3.  Was a very interesting sounding woman.  She had a background of acomplishment in life, but left long standing career to reduce stress and was working in retail.  I seemed to fit her paramaters, as published, save age, and she did make contact.  We even had a very pleasant phone conversation.  She was busy at retail job(christmas season), then it was back trouble, or flu or something like that and then silence.  Her profile had said that if she did not respond, Subs should not bother her, so I took her at her word.  Finaly, I sent a note saying I appreciated the initial response, enjoyed the conversation, and assumed that since I had not heard from her again, that there would be no more contact.
I got a"I have been busy" reply and then nothing.

4.  Was a woman who made it clear that in due course she wanted control of the whole of my estate as a condition precedant to a continuing relationship, thus having the option to leave me penniless at her will.  I did not pursue the matter further.

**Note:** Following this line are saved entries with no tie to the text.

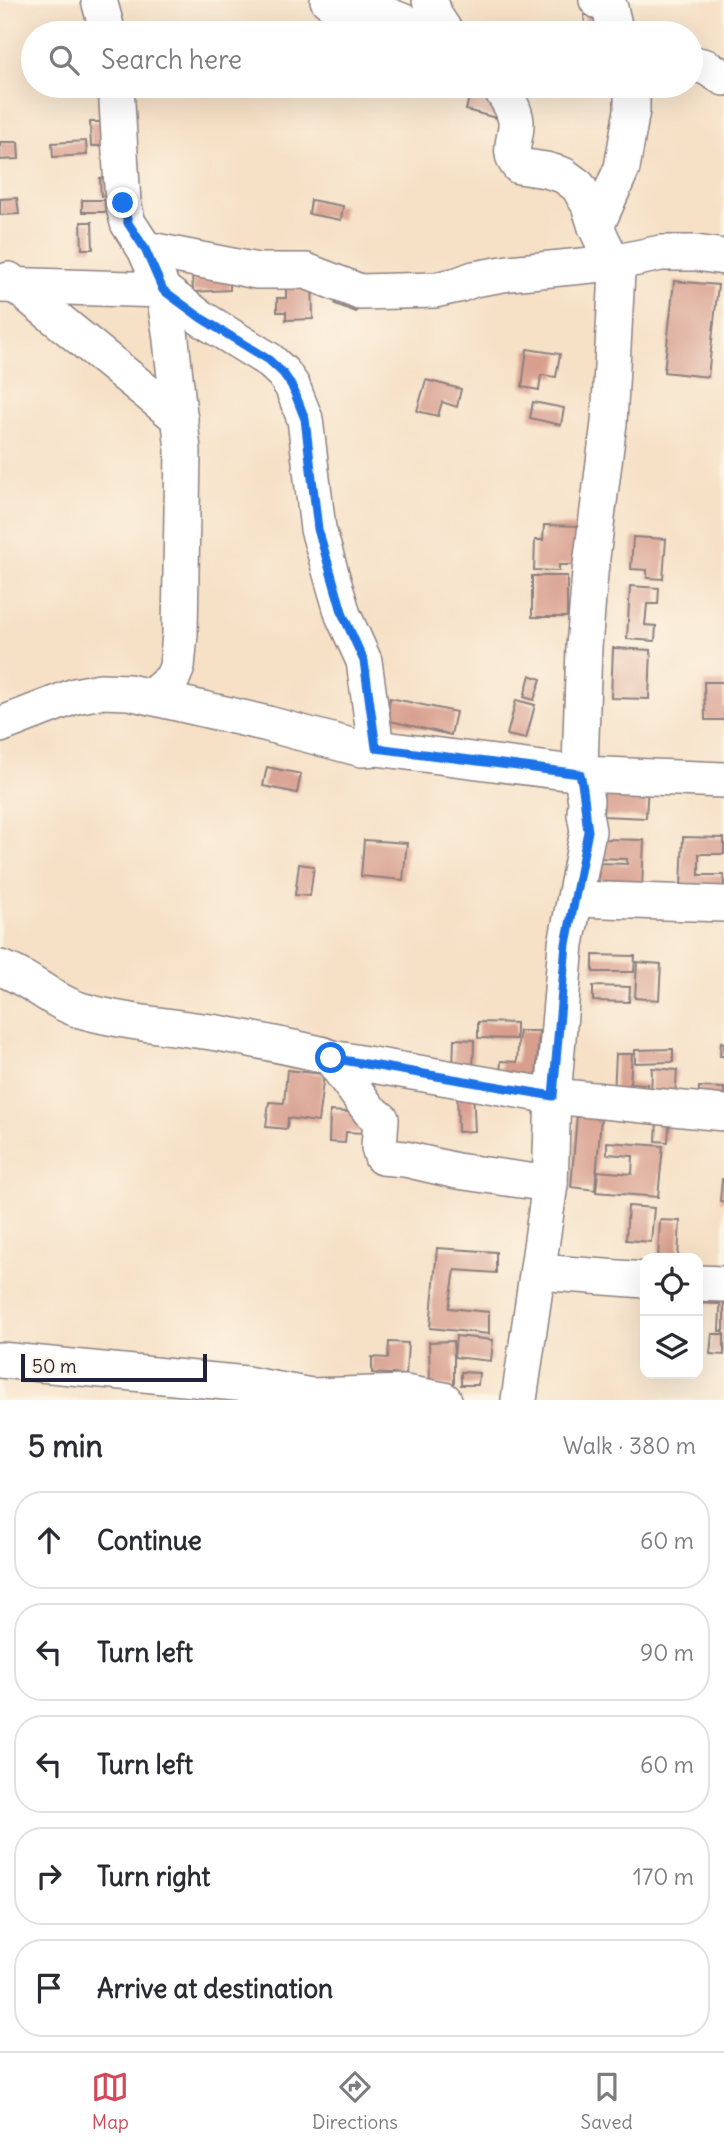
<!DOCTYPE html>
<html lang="en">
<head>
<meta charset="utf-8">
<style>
	body { margin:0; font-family:Delius,sans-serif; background:#f2f2f3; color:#2b2b33 }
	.controls { position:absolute; right:21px; bottom:21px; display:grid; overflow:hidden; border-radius:14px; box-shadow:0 7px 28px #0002 }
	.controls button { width:63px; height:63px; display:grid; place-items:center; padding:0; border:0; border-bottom:2px solid #e1e1e2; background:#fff; color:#2b2b33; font:35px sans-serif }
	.scale { position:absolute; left:21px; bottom:18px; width:186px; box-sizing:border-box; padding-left:7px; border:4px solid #22223b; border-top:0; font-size:19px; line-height:24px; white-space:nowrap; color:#22223b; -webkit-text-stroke:5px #fcf5e5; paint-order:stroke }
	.stop { position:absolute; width:21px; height:21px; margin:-16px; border:5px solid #1a73e8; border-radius:50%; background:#fff }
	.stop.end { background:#1a73e8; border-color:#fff; box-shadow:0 2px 7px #0008 }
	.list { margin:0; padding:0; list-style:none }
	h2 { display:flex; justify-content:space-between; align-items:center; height:91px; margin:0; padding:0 28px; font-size:30px }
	h2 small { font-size:23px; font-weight:400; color:#7c7c81 }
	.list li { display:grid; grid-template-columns:46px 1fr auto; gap:21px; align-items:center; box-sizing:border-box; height:98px; margin:0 14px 14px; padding:0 14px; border:2px solid #e1e1e2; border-radius:28px }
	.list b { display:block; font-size:26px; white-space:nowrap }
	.list em { font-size:23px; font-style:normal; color:#7c7c81 }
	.icon { flex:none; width:38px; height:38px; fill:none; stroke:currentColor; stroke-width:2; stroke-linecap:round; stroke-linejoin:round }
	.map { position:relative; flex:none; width:724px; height:1400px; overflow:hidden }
	.search { position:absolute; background:#fff; box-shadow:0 7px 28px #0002; left:21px; right:21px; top:21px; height:77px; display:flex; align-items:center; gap:18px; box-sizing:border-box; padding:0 24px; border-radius:38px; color:#7c7c81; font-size:26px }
	.sheet { height:651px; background:#fff }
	nav { display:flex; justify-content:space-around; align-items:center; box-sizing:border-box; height:98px; border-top:2px solid #e1e1e2; background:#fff; font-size:19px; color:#7c7c81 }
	nav a { display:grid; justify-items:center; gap:4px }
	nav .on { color:#d1495b }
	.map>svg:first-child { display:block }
</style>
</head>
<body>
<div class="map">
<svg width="724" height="1400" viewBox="0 0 724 1400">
	<rect width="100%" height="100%" fill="#fcf5e5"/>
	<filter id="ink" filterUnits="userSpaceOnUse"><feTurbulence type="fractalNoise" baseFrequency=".0143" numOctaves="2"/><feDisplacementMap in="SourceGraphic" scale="14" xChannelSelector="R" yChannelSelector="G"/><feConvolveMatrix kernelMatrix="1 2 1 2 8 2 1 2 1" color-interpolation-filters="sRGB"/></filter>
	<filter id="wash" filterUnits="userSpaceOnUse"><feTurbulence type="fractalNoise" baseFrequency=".00686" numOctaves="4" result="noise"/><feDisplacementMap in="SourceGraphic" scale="28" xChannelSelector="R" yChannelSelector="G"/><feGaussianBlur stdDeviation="1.57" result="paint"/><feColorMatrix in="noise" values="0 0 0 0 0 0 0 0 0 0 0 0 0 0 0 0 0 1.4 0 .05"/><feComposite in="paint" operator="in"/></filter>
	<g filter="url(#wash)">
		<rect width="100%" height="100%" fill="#f6e0c6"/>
		<g id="blocks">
			<g fill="#d89e8e">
				<polygon points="601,14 602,33 586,33 584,15"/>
				<polygon points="367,18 388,33 365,33"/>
				<polygon points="470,92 500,99 496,118 466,110"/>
				<polygon points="90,122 104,122 105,146 91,146"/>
				<polygon points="86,141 87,155 53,157 52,143"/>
				<polygon points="0,142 18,142 19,159 0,160"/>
				<polygon points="112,177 113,195 101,196 100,178"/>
				<polygon points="17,198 19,214 0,215 0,199"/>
				<rect x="82" y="200" width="30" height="12"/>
				<polygon points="311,200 343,206 341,220 309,214"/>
				<polygon points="81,222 92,222 93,249 82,249"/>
				<polygon points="230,273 230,290 193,292 192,274"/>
				<polygon points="286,278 312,278 313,319 286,320 286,312 277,312 277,298 286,298"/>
				<polygon points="674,281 718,285 708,377 664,372"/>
				<polygon points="339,293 360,301 356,312 335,304"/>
				<polygon points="527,349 560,354 556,377 541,375 539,390 522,387"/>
				<polygon points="426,380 461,389 457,407 442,402 438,416 417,411"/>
				<polygon points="533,402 564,408 561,425 530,418"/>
				<polygon points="544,525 583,526 581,565 559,565 559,571 534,570 535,540 543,540"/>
				<polygon points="633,537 666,539 663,579 647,578 647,570 631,569"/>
				<rect x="532" y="576" width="35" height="41"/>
				<polygon points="630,586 659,588 658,604 647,604 645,625 656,626 655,641 627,639"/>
				<polygon points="613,648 651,650 649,699 611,698"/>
				<polygon points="530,675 541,679 534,700 524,697"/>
				<polygon points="704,682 724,682 724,720 705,720"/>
				<polygon points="390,698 456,712 451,735 386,720"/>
				<polygon points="516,700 535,705 526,739 507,735"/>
				<polygon points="267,767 301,774 297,793 263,786"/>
				<polygon points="604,782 648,784 646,818 602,816"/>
				<polygon points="683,837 724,838 724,854 699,854 699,875 724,875 724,888 681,887"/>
				<polygon points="601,839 644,840 642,889 598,887 599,863 627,864 627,859 600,858"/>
				<polygon points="364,840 407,843 403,880 361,876"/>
				<polygon points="299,864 314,866 310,896 295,895"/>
				<polygon points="593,955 635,956 634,972 593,972"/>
				<polygon points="637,962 661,964 659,1000 635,998"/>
				<polygon points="593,986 630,987 629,1002 593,1001"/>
				<polygon points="478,1022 516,1023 516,1039 478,1038"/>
				<polygon points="519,1031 539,1031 536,1080 500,1078 501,1061 517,1062"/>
				<polygon points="454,1039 474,1040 473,1072 453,1071"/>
				<polygon points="721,1042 724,1043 724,1056 720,1056"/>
				<polygon points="673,1049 673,1062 635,1063 635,1050"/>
				<polygon points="616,1054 632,1054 630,1083 647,1084 646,1097 614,1095"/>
				<polygon points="652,1068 677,1070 675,1100 651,1098"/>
				<polygon points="287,1070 324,1074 318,1122 288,1118 287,1129 266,1127 269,1102 284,1103"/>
				<polygon points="699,1087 724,1088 724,1103 698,1102"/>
				<polygon points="457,1089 473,1089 475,1131 458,1132"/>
				<polygon points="578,1103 602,1106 595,1190 571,1187"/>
				<polygon points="670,1110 668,1142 656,1141 657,1121"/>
				<polygon points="330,1111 364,1113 363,1133 346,1132 345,1143 329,1142"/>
				<polygon points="607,1142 663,1146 658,1197 596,1192 598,1171 632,1174 633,1156 607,1154"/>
				<polygon points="722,1179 724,1179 724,1202 720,1201"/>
				<polygon points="628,1206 654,1208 651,1242 626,1240"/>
				<polygon points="660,1220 680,1221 678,1258 658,1258"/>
				<polygon points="437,1248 496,1252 496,1273 455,1270 449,1308 489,1312 489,1334 430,1328"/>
				<polygon points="698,1288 718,1288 718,1304 698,1303"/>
				<polygon points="721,1289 724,1289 724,1331 719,1331"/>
				<polygon points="712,1334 724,1334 724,1355 710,1354"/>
				<polygon points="456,1336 493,1340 491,1361 454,1357 454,1386 430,1386 429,1342 453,1341 454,1357"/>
				<polygon points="389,1342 408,1343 406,1375 372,1373 372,1357 388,1358"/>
				<polygon points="461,1372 479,1373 478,1385 461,1385"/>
			</g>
		</g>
	</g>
	<g filter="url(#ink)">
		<use href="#blocks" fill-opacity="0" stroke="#8c8180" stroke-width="2"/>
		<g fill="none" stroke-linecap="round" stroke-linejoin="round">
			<defs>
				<g id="minor">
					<polyline points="99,0 108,33"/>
					<polyline points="328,0 336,4 356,5 377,11 431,33"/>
					<polyline points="430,0 435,16 446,33"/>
					<polyline points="597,0 610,8 616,33"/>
					<polyline points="691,63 706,67 724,78"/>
					<polyline points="116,86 123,203 128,223 145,249 163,290 201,318 269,360 283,373 292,386 305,419 318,529 343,615 364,661 376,748"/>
					<path d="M 499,86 C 506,97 515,108 516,122 C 517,139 506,151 519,166 L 546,170 L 563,175 L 578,186 L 589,205 L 596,227 L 617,272 L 609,423 L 590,573 L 584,647 L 580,767 L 586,801 L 585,814 L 588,831 L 566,944 L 553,1096 L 550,1184 L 519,1400"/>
					<polyline points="596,227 622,168 632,110 632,86"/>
					<polyline points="145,249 257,271 306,271 360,292 435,290 458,285 474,279 509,273 613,263 661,253 696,253 724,257"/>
					<polyline points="9,280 180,419"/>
					<polyline points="0,285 163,290 170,331 183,450 180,634 177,667 172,679 151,697"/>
					<polyline points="0,725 75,696 101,691 129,692 268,724 362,749 376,748 581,774 724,780"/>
					<polyline points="575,899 724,904"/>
					<path d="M 0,968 C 29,977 51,1001 80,1010 C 122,1022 168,1026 211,1032 C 248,1038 285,1046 321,1054 L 331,1058 L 553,1096 L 724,1113"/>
					<polyline points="331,1058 370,1111 381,1119 379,1147 382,1157 405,1159 457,1171 550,1184"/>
					<polyline points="538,1272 645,1280"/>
					<polyline points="698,1283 724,1284"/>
					<polyline points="0,1360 246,1384 311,1396 405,1393 444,1400"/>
				</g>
			</defs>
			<use href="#minor" stroke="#8c8180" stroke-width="38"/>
			<use href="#minor" stroke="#fff" stroke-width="35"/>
		</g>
	</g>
	<g fill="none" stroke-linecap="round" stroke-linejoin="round" filter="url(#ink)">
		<path stroke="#1a73e8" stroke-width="9" d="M 123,203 L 128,223 L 145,249 L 163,290 L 201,318 L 269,360 L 283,373 L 292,386 L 305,419 L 318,529 L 343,615 L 364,661 L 376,748 L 580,774 C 585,793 585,812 588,831 L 566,944 L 553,1096 L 331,1058"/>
	</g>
</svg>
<div class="controls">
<button><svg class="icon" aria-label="locate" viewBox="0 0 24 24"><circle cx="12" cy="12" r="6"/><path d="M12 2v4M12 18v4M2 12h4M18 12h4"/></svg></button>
<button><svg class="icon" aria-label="layers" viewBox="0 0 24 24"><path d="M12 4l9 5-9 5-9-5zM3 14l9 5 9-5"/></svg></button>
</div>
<div class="scale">50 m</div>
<div class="stop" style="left:331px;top:1058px"></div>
<div class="stop end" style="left:123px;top:203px"></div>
<div class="search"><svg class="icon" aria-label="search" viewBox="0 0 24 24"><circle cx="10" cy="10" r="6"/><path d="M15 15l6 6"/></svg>Search here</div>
</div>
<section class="sheet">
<h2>5 min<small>Walk · 380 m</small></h2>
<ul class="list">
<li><svg class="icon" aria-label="ahead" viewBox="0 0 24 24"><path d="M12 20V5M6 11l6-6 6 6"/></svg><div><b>Continue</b></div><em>60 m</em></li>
<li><svg class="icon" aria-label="left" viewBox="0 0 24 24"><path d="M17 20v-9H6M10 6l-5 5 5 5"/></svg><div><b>Turn left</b></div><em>90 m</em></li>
<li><svg class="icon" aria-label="left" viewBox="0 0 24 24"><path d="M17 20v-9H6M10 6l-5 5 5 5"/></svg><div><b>Turn left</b></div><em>60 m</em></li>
<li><svg class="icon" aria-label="right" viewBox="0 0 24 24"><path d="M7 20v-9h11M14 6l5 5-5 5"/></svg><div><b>Turn right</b></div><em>170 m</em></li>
<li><svg class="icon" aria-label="arrive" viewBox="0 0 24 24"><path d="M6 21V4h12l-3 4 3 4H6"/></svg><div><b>Arrive at destination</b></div></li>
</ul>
</section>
<nav>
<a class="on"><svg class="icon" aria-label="map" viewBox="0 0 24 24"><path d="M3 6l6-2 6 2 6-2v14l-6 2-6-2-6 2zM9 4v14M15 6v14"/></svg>Map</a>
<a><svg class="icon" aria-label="directions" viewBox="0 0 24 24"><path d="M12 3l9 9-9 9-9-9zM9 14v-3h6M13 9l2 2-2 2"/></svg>Directions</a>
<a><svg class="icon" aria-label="saved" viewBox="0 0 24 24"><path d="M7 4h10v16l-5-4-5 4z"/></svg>Saved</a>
</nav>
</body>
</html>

5.  Was a local woman whom I had met and visited with previously.  This lady is closer to   my age, accomplished in an industry I know, giving me an appreciation for the presence of her talents.   She never expressed an interest after initial meeting.  I did learn that she was oriented toward sadism.  And, she knows I want to work into a LTR, and possibly, preferably a live in situation.  In the latest conversation she disclosed that she really didnt want anybody "underfoot" all the time.
9/25/2014 7:25:10 AM
My first Journal entry:

I must admit to some confusion.  I have been on Collarspace seeking to introduce myself to dominant women for a few months.  For good and prudent professional and social reasons, I dont have a photo.  I know my age is a problem for many.  I am in search of relationship and not entertainment, and so I have kept my contact attempts mostly local.

Here is where the confusion comes in.  I have had a few contacts.  Based on the responses I have had and the contents of the profiles of the responders, I have responded to them in a positive way, sharing any information about me and my interests and abilities about which inquiry has been made or interest has been demonstrated.  The problem is that either that message is never read, or that the conversation is stopped by the other party without further response from them.  What I dont understand is why this is happening.  I can come up with a lot of guesstimates about this.  Nothing I have said is patently offensive, insulting or stupid. 

I know these women have been back on the website several times over several days or weeks.  I wonder if I am just simply too boring.